La Chambre de Mariana, un film de Emmanuel Finkiel

Lundi 7 avril avait lieu le rendez-vous mensuel des cinéphiles avec l’AFCAE pour la découverte du nouveau coup de coeur qui s’est porté cette fois sur le film de Emmanuel Finkiel.

Je n’avais pas lu La chambre de Mariana, paru aux Editions de l'Olivier, en 2008, mais je connais Aharon Appelfeld que j’ai eu la chance de rencontrer il y a dix ans.

Je voudrais rappeler que l’homme est né en 1932 à Czernowitz en Bucovine. Ses parents, des juifs assimilés influents, parlaient l’allemand, le ruthène, le français et le roumain. Quand la guerre éclate, sa famille est envoyée dans un ghetto. En 1940 sa mère est tuée, son père et lui sont déportés et séparés. À l'automne 1942, Aharon s'évade du camp de Transnistrie. Il a dix ans. Il erre dans la forêt ukrainienne pendant trois ans, "seul, recueilli par les marginaux, les voleurs et les prostituées", se faisant passer pour un petit Ukrainien et se taisant pour ne pas se trahir.

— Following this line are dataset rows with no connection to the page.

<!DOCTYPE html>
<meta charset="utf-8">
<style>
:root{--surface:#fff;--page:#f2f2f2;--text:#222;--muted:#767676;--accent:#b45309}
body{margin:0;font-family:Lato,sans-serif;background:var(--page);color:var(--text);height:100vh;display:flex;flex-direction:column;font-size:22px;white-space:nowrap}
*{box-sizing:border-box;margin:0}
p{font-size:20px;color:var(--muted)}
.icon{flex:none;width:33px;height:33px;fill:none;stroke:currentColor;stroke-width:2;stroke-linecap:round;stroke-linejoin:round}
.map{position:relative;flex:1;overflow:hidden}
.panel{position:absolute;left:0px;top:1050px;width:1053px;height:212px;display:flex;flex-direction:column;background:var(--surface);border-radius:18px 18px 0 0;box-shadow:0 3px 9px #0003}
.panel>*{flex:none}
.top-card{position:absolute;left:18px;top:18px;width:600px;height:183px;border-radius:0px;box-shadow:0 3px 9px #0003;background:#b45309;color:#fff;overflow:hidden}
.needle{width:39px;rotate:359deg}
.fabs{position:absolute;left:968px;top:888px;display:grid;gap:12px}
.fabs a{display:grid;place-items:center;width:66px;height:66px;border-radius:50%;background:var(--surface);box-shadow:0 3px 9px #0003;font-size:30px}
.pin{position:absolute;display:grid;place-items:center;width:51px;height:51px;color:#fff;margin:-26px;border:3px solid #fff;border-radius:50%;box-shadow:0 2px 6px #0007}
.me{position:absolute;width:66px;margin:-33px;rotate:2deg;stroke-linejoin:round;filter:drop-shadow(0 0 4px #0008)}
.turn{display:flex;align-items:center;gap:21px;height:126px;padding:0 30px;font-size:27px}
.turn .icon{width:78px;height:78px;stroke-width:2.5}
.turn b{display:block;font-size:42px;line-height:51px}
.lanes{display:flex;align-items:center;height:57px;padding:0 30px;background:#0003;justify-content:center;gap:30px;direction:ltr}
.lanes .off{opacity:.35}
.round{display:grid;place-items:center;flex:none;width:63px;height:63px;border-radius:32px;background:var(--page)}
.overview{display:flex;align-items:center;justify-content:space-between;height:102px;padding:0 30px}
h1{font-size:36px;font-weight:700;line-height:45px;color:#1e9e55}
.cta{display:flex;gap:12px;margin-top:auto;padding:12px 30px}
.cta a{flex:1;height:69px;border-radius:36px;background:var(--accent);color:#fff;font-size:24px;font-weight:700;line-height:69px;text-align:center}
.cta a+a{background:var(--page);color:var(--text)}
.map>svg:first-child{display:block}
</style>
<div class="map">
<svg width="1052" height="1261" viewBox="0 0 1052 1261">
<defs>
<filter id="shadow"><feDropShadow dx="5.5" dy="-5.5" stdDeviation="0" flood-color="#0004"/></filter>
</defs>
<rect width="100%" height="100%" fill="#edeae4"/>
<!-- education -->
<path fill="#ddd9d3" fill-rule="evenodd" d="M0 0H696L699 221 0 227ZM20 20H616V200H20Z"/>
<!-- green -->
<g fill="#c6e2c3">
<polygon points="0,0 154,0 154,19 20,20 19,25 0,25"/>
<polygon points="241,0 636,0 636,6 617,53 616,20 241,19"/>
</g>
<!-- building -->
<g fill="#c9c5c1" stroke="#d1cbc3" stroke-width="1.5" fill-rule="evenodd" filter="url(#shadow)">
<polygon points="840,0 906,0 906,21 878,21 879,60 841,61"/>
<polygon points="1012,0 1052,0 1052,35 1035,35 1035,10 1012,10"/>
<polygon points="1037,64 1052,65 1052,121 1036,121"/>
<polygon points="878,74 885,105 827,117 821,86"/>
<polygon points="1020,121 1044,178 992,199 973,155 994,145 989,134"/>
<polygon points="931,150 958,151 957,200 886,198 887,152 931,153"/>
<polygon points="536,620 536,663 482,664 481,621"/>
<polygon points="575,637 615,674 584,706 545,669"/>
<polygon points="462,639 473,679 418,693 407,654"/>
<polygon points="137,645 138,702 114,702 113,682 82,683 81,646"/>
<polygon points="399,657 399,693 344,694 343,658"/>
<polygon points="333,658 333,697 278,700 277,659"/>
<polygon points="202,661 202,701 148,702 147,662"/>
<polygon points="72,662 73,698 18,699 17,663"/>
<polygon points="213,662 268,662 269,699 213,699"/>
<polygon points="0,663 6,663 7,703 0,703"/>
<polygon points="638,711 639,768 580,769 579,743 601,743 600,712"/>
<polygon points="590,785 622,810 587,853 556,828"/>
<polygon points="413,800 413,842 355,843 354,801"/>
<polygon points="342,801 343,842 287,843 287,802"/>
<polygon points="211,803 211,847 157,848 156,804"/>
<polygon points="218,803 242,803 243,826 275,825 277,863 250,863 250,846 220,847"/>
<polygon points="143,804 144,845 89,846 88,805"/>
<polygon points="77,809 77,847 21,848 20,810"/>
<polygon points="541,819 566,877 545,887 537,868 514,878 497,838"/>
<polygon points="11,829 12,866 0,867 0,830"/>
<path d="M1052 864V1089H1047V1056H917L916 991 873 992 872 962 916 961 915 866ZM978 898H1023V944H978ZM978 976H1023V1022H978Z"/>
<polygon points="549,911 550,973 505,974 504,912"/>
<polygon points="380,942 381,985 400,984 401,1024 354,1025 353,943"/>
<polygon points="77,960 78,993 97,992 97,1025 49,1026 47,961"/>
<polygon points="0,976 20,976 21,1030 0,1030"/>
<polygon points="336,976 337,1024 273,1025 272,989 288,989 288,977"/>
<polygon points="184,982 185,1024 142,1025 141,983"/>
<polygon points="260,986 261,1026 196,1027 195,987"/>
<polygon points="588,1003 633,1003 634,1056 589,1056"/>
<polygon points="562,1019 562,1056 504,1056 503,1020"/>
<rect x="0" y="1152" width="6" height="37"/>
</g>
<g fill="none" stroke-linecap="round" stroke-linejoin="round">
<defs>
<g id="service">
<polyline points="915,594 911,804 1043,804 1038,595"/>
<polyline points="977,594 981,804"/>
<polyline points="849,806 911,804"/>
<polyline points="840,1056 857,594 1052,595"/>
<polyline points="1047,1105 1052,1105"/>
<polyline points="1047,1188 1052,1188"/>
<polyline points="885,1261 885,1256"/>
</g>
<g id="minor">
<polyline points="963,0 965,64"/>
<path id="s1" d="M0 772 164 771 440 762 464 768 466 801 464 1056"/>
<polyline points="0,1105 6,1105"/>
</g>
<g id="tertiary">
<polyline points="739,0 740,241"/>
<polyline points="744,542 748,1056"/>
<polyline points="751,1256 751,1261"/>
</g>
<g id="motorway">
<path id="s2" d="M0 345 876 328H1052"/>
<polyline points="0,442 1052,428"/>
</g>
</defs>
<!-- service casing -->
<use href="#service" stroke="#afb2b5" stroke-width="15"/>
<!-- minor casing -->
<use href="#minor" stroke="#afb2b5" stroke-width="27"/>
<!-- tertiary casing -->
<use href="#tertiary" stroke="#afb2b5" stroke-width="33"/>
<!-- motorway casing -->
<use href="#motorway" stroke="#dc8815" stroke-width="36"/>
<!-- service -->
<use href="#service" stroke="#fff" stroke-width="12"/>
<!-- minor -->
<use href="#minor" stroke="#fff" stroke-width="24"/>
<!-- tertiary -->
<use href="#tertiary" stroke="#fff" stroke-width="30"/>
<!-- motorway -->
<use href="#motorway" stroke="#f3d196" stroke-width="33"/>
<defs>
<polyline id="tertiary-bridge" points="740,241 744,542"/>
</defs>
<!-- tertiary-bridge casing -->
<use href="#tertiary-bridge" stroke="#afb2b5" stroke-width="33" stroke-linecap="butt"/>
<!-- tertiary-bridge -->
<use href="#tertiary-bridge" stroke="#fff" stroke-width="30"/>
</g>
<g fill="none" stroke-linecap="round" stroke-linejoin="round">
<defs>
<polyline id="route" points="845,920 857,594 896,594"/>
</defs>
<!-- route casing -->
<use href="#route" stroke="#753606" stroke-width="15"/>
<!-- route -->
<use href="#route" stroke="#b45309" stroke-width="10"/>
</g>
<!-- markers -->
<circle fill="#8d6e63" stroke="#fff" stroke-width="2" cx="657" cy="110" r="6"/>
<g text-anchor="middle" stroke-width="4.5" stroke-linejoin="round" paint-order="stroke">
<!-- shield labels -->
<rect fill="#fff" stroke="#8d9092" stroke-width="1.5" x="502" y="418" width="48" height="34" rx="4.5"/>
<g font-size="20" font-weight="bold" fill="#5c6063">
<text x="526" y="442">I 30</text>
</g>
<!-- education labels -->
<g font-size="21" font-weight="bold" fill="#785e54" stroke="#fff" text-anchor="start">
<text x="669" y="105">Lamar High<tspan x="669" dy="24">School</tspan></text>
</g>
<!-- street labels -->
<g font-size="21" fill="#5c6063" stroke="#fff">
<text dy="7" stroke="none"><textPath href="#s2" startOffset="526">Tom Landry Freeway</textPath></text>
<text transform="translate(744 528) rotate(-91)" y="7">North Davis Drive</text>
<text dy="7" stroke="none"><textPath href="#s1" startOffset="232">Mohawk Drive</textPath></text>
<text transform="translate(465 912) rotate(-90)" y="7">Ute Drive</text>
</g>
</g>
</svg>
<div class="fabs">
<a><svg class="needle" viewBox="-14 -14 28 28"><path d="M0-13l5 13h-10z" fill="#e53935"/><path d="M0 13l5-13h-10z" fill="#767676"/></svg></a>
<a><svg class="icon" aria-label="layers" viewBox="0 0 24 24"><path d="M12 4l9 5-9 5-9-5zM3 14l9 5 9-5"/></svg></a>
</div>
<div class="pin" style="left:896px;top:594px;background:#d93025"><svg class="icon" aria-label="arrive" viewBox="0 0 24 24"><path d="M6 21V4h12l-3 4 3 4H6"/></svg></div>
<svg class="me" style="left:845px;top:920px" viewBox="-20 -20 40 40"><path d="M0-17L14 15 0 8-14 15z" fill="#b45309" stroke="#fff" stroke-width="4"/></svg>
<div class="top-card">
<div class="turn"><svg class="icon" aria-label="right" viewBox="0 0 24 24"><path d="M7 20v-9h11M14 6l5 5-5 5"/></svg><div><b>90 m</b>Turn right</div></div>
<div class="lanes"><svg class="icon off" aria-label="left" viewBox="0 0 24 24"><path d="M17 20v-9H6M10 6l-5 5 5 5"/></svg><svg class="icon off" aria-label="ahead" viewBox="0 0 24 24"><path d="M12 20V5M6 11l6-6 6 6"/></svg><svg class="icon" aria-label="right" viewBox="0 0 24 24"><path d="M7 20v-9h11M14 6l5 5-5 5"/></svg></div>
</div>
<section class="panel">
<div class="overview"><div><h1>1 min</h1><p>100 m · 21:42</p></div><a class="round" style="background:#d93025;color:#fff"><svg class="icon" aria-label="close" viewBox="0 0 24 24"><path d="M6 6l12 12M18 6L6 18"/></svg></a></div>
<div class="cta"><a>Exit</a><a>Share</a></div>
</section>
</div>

Le film est différent -et ce n’est pas une critique de ma part-. Il commence en 1942 avec la fuite par les égouts d’un garçon d’une douzaine d’années (donc un peu plus âgé) et de sa mère qui va le confier à son amie d’enfance Mariana, une prostituée vivant dans une maison close à la sortie de la ville. Hugo devra rester caché dans le placard de sa chambre. Toute son existence est suspendue aux bruits qui l’entourent et aux scènes qu’il devine à travers la cloison…

On notera que l’action se situe en Ukraine, dans un pays que Aharon connait très bien. Où il avait rencontré tout le bas peuple ukrainien auquel il doit d’être alors resté en vie et de surtout conserver l’espoir. Une phrase proposée par Mariana dit à peu près la même chose pour adoucir la claustration d’Hugo : tu peux voyager dans le passé et l’avenir. Tu es libre.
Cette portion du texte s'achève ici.